For more installation options, check our extensive [documentation](https://airctic.github.io/icevdata/install/).

**Important:** We currently only support Linux/MacOS.

## Why IceData?

- IceData is a dataset hub for the [IceVision](https://github.com/airctic/icevision) Framework

- It includes community maintained datasets and parsers and has out-of-the-box support for common annotation formats (COCO, VOC, etc.)

- It provides an overview of each included dataset with a description, an annotation example, and other helpful information

- It makes end-to-end training straightforward thanks to IceVision's unified API

- It enables practioners to get moving with object detection technology quickly

## Datasets

[**Source**](https://github.com/airctic/icedata/tree/master/icedata/datasets)
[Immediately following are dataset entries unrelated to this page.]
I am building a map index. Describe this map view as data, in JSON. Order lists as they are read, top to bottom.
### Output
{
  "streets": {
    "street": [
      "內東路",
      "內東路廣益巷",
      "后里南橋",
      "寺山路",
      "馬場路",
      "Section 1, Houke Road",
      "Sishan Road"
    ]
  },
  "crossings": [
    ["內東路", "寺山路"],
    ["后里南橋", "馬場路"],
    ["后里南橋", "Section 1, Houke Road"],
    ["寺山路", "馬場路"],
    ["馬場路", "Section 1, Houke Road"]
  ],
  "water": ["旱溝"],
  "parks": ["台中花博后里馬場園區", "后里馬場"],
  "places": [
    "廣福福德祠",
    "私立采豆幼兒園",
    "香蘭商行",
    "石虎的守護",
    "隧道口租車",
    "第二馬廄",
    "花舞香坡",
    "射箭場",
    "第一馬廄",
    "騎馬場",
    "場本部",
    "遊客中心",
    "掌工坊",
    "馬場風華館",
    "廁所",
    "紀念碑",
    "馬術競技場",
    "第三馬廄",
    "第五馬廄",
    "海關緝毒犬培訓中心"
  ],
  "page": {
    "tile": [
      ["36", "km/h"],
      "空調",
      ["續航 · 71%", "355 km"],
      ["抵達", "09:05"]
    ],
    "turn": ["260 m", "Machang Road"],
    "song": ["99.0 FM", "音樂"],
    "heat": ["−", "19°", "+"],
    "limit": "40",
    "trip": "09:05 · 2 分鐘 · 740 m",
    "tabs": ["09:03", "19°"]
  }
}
The `Datasets` class is designed to simplify loading and parsing a wide range of computer vision datasets.

**Main Features:**

- Caches data so you don't need to download it over and over

- Lightweight and fast

- Transparent and pythonic API

- Out-of-the-box parsers convert common dataset annotation formats into the unified IceVision Data Format

IceData provides several ready-to-use datasets that use both common annotation formats such as COCO and VOC as well as other annotation formats such [WheatParser](https://airctic.github.io/icevision/custom_parser/) used in the [Kaggle Global Wheat Competition](https://www.kaggle.com/c/global-wheat-detection)

## Usage

Object detection datasets use multiple annotation formats (COCO, VOC, and others). IceVision makes it easy to work across all of them with its easy-to-use and extend parsers.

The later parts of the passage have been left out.